Samples without a semantic field are not tested. The semantic field is optional but recommended for every sample with a deterministic expected return value.

Coverage summary

Current active quick-gate semantic coverage is 33 samples / 177 cases on CI and local pinned-toolchain runs.

Notable current state:

  • dummy_vm_loop, bytecode_vm_loop, and stack_vm_loop are active VM-shaped control-flow samples.
  • calc_sum_to_n, calc_fib, and calc_sum_array are active again under the current safe path.
  • calc_cout is active again after SSE2 PUNPCKLQDQ support landed; the manifest currently has zero ci_skip entries.

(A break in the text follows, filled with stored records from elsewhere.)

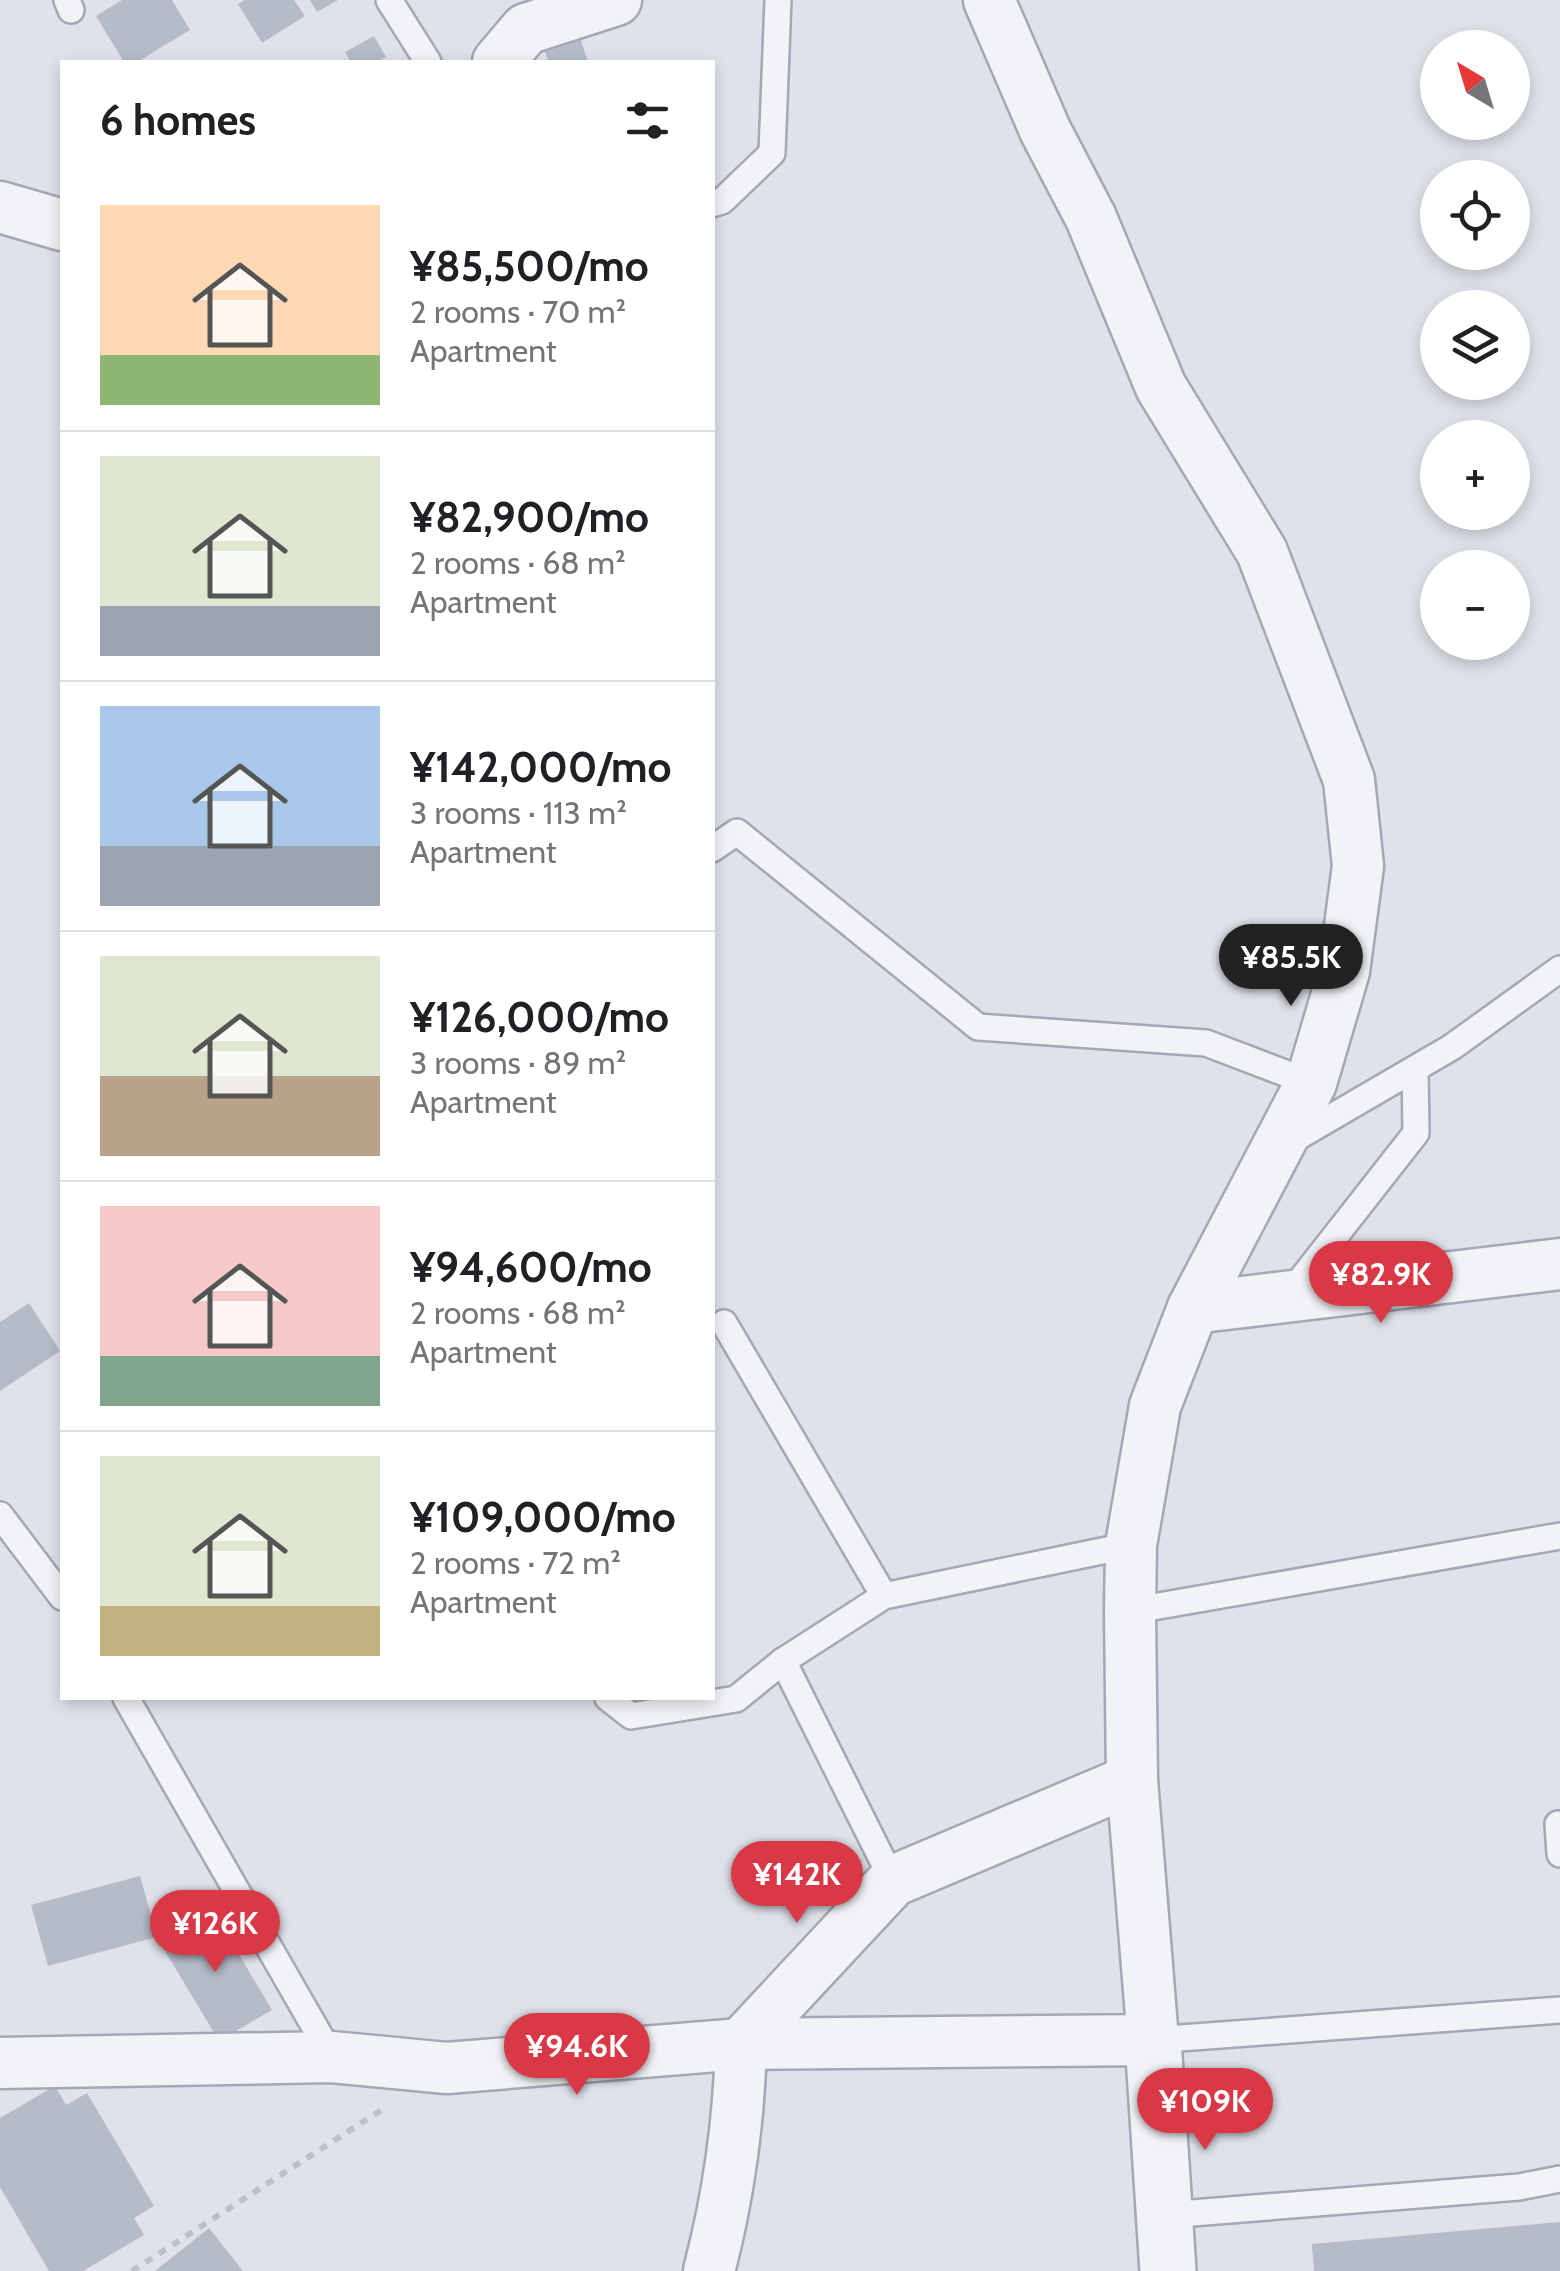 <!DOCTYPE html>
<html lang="en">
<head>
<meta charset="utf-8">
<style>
  body { margin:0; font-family:Cabin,sans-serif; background:#f6f6f6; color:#202124; height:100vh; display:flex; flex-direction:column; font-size:38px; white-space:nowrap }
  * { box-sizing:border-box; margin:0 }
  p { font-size:32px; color:#757577 }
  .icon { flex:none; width:55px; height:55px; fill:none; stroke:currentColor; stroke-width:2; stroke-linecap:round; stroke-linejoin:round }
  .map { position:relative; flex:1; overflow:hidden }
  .details { position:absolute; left:60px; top:60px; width:655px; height:1640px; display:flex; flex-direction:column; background:#fff; border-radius:0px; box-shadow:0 5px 15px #0003 }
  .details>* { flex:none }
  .needle { width:65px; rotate:322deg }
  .controls { position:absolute; left:1420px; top:30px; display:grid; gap:20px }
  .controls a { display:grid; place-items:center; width:110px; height:110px; border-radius:50%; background:#fff; box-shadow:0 5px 15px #0003; font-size:50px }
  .price { position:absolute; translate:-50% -85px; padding:0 22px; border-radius:35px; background:#d93946; color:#fff; font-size:32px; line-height:65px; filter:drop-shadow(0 2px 5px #0008) }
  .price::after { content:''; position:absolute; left:50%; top:60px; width:30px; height:22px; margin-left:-15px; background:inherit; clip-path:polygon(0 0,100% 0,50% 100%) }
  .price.active { background:#222; color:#fff }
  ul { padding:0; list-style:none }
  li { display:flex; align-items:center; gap:30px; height:250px; padding:0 40px }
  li+li { border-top:2px solid #e0e0e0 }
  li span { display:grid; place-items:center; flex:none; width:280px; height:200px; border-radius:0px; color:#555 }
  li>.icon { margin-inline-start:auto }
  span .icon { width:120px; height:120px; fill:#fffc; stroke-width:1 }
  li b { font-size:42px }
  h2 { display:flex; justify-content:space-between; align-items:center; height:120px; padding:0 40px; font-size:42px }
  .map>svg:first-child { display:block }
</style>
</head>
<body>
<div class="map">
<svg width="1560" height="2271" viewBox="0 0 1560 2271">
  <rect width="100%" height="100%" fill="#dfe2e9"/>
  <!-- building -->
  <g fill="#b5bbc7">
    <polygon points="122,0 172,0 190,30 137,62 124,62 96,16"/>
    <polygon points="245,0 294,0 305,16 262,43 238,4"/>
    <polygon points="310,0 338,0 317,12"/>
    <polygon points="374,36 386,57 376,62 351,62 345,52"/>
    <polygon points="581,40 588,62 549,62 545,52"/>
    <polygon points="29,1303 60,1351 0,1391 0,1322"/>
    <polygon points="140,1876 157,1937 48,1966 31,1905"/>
    <polygon points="212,1909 272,2010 219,2041 159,1941"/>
    <polygon points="55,2086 66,2105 87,2093 154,2206 134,2218 144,2235 83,2271 49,2271 0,2187 0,2118"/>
    <polygon points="1560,2222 1560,2271 1314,2271 1312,2244"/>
    <polygon points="209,2228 243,2271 155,2271"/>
  </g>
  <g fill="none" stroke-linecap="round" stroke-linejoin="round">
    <!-- service casing -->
    <g stroke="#a4a8b4" stroke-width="30">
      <g id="service">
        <polyline points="67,0 71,10"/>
        <polyline points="389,0 428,62"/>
        <polyline points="712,204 722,201 772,153 778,0"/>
        <polyline points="712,849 737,832 978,1027 1206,1043 1311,1083"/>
        <polyline points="1289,1142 1452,1047 1560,969"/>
        <polyline points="1289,1295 1416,1133 1415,1069"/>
        <polyline points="724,1323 884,1596"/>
        <polyline points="0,1515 62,1597"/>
        <polyline points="1130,1611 1560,1536"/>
        <polyline points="783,1661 893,1881"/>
        <polyline points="126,1698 332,2057"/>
        <polyline points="608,1698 631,1716 736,1699 783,1661 884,1596 1131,1545"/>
        <polyline points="1558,1824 1560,1854"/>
        <polyline points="1153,2040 1560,2010"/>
        <polyline points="1167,2215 1519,2187 1560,2179"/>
      </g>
    </g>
    <!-- minor casing -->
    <g stroke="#a4a8b4" stroke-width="55">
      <g id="minor">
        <polyline points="498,62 526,29 616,0"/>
        <polyline points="0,207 62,225"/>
        <polyline points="1193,1308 1560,1264"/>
        <polyline points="0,2063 332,2057 447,2068 741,2044 1153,2040 1132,1780 1130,1611 1131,1545 1155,1406 1193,1308 1311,1083 1344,971 1358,866 1349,780 1262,552 1161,387 1091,218 1045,130 989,0"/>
        <path d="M709,2271C729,2195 739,2123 741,2044L893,1881L1132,1780"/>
      </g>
    </g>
    <!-- tertiary casing -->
    <g stroke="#a4a8b4" stroke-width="60">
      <polyline id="tertiary" points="1153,2040 1168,2271"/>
    </g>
    <!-- path -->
    <polyline stroke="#bdc0c8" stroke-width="6" stroke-dasharray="8 8" stroke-linecap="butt" points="132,2271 383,2109"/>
    <!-- service -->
    <use href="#service" stroke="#f2f3f7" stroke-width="25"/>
    <!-- minor -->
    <use href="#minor" stroke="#f2f3f7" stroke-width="50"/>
    <!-- tertiary -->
    <use href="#tertiary" stroke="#f2f3f7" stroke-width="55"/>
  </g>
</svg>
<div class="controls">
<a><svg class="needle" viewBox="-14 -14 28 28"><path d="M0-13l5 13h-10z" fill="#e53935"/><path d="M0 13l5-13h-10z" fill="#757577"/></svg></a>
<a><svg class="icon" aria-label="locate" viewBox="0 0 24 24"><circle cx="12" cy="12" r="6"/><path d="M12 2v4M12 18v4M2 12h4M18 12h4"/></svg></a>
<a><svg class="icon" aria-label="layers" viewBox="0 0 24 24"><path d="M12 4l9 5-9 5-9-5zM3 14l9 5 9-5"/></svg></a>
<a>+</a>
<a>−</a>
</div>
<b class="price active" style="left:1291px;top:1009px">¥85.5K</b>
<b class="price" style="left:1381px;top:1326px">¥82.9K</b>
<b class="price" style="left:797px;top:1926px">¥142K</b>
<b class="price" style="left:215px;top:1975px">¥126K</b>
<b class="price" style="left:577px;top:2098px">¥94.6K</b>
<b class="price" style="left:1205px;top:2153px">¥109K</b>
<section class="details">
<h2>6 homes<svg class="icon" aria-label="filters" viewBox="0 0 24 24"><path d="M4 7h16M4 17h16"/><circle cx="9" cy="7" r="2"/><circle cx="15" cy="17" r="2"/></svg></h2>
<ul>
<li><span style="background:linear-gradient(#ffd9b3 75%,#8fb573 0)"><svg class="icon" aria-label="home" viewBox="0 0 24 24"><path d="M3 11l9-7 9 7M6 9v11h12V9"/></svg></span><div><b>¥85,500/mo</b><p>2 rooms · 70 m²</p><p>Apartment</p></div></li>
<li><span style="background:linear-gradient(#dfe7d0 75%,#9aa5b1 0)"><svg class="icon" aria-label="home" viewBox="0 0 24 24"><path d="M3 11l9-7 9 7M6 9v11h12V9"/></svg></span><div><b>¥82,900/mo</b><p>2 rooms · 68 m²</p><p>Apartment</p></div></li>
<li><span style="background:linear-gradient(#a9c7e8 70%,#9aa5b1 0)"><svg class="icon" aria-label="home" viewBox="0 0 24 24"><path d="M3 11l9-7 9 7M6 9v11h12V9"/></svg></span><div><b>¥142,000/mo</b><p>3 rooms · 113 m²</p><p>Apartment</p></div></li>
<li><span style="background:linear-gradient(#dfe7d0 60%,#b9a48a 0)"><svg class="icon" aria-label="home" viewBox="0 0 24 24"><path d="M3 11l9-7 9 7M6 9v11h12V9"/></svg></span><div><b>¥126,000/mo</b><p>3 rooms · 89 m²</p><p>Apartment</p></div></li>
<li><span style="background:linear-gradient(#f6c9c9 75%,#7fa58c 0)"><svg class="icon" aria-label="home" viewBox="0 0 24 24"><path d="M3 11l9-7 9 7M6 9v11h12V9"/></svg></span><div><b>¥94,600/mo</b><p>2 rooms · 68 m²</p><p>Apartment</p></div></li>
<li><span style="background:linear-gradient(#dfe7d0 75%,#c2b280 0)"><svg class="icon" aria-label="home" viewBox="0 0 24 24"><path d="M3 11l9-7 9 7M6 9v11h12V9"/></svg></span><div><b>¥109,000/mo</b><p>2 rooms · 72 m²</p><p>Apartment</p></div></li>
</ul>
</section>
</div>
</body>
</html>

Call-boundary ABI framework

The lifter includes a cross-ABI call-boundary contract (AbiCallContract.hpp) that models:

  • ABI kind: x64 MSVC, x86 cdecl/stdcall/fastcall, unknown
  • Call model mode: strict (default) or compat (diagnostic fallback)
  • Call effects: argument registers, return registers, volatile clobber set, stack cleanup convention, memory effect assumption

Dual-mode behavior

Mode Return value Volatile clobber Memory effect Arg list
compat RAX = call result None (all regs preserved) Preserve All 16 GPRs + memory ptr
strict RAX = call result RAX, RCX, RDX, R8-R11 set to undef MayReadWrite ABI arg regs only + memory ptr

Configuration

  • lifterClassBase::callModelMode controls the mode (default: Strict)
  • lifterClassBase::defaultAbi overrides auto-detection (default: Unknown, inferred from file mode)
  • Diagnostics printed to stdout with [call-abi] prefix at each call site

Verification expectations

  • Strict mode is the default. It is ABI-correct: volatile registers (RAX, RCX, RDX, R8-R11) become undef after non-inlineable calls, non-volatile registers (RBX, RSI, RDI, RBP, R12-R15) survive. This is safe for all compiler-generated code because the compiler saves volatile values to non-volatile registers before calls. The lifter operates in SSA, so values computed before the call are bound and survive regardless of register clobber.
  • Compat mode is available as opt-in fallback (CallModelMode::Compat). It preserves all registers across calls. Use for diagnostic comparison only.
  • Inlineable calls are unaffected. The Unflatten path follows the call target and returns; no CreateCall is emitted, no ABI effects are applied. This covers all VMP/Themida internal calls.
  • ret imm16 diagnostics note callee-cleanup detection.
  • The parseArgs(nullptr) path no longer has a duplicated RDI register (was a pre-existing bug).